Another blow for Shell in seismic survey battle

Published Feb 18, 2022


CAPE TOWN - In another victory for small-scale fishers along the Wild Coast, petroleum giant Shell has lost its bid to appeal against an interim interdict for seismic survey operations.

The judgment, in which Shell’s application was dismissed, was celebrated by environmental and human rights organisations after it was handed down in the Eastern Cape High Court.

The Green Connection congratulated fishers and civil society for “standing together and fighting environmental injustices”.

Four environmental and human rights organisations - the Border Deep Sea Angling Association, the Kei Mouth Ski Boat Club, Natural Justice and Greenpeace Africa - supported by environmental law firm Cullinan & Associates, successfully filed an urgent interim interdict during December last year to prevent Shell from conducting the seismic survey.
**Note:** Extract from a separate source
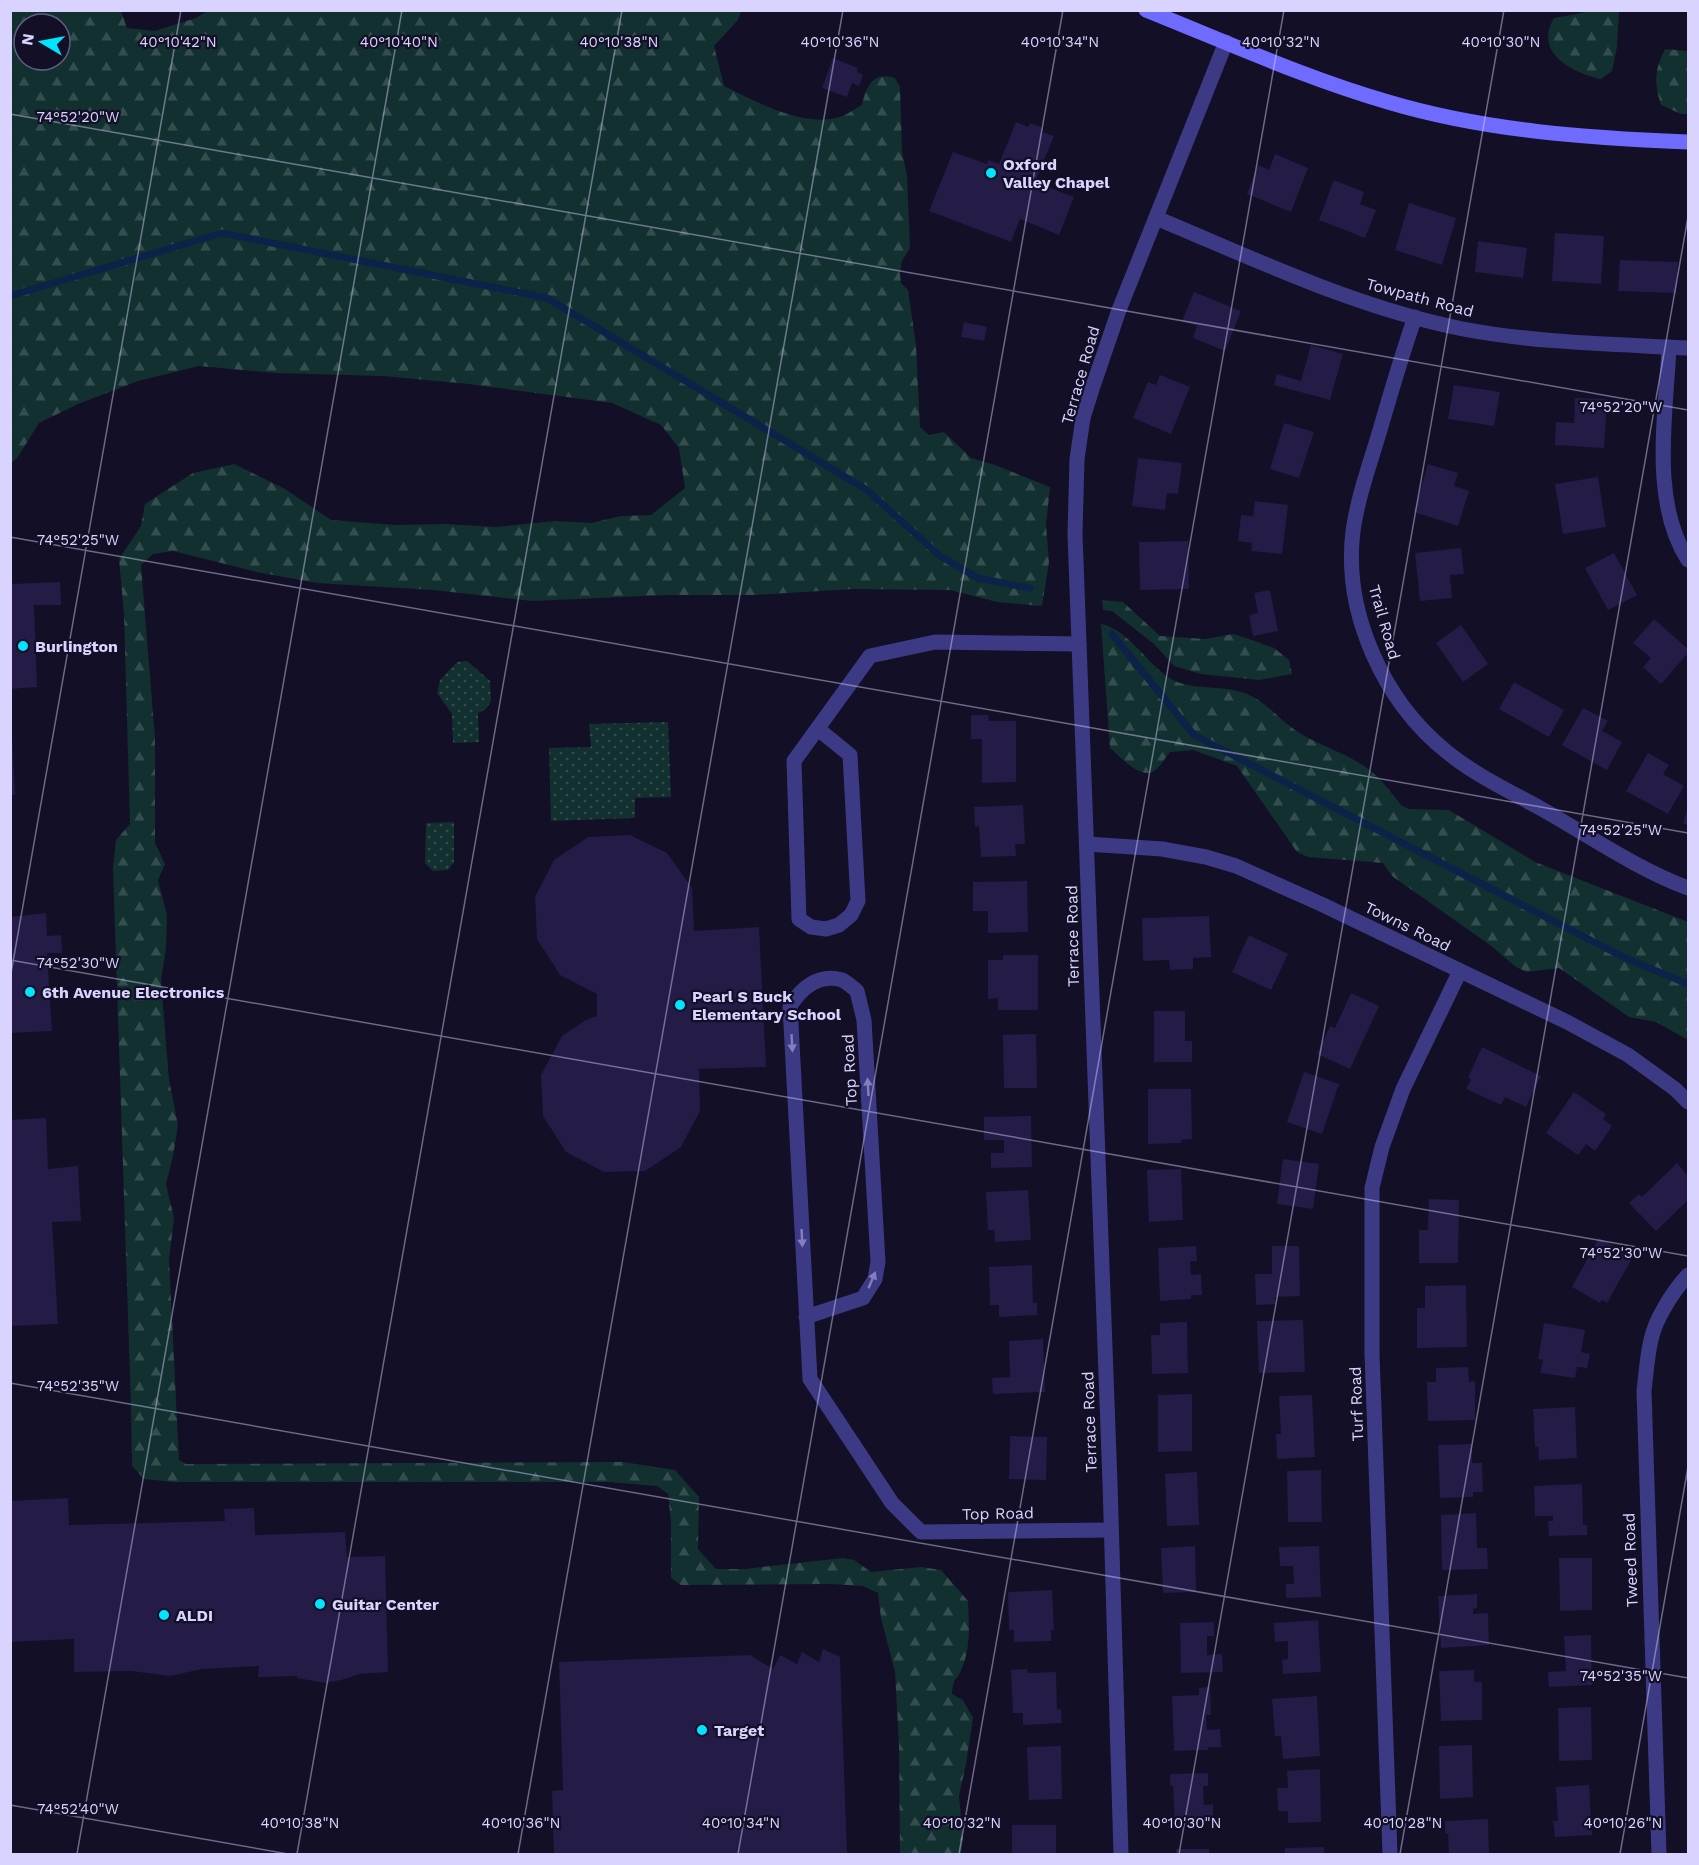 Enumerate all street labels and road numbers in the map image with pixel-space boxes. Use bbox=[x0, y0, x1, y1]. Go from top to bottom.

Judge Gerald Bloem in his judgment on Thursday said the appeal would have “no reasonable prospects of success” and there was “no compelling reason why the appeal should be heard”.

“At the hearing of the application for leave to appeal, counsel for Shell informed the court that Shell will not undertake a seismic survey under the above exploration right before 31 May 2022, even if allowed to do so.

“It will only do so during the period between December 1 and May 31 2023, once again, if allowed to do so.

“It means that even if leave to appeal be granted, and the main application be dismissed, Shell will not conduct a seismic survey before November 2022, approximately 10 months away. The refusal of the application for leave to appeal will accordingly not have any effect on Shell until end of November 2022,” said Bloem.

Shell SA spokesperson Pam Ntaka said they were reviewing the court’s decision.

“Surveys of this nature have been conducted for over 50 years with more than 15 years of extensive peer-reviewed scientific research.

“South Africa is highly reliant on energy imports for many of its energy needs.

“If viable resources were to be found offshore, this could significantly contribute to the country’s energy security and the government’s economic development programmes,” said Ntaka.

According to the organisations who had filed for the interim interdict, the seismic testing operations would entail that the vessel, during its exploration activities to look for potential oil and gas fields, would, “for five months, fire air guns every 10 seconds through 6 011km² of ocean surface, firing extremely loud shock wave emissions that penetrate through 3km of water and 40km into the Earth’s crust below the seabed”, further adding that “seismic surveys have been linked to decreased sightings of marine life and decreased catch rates for commercial fishing.”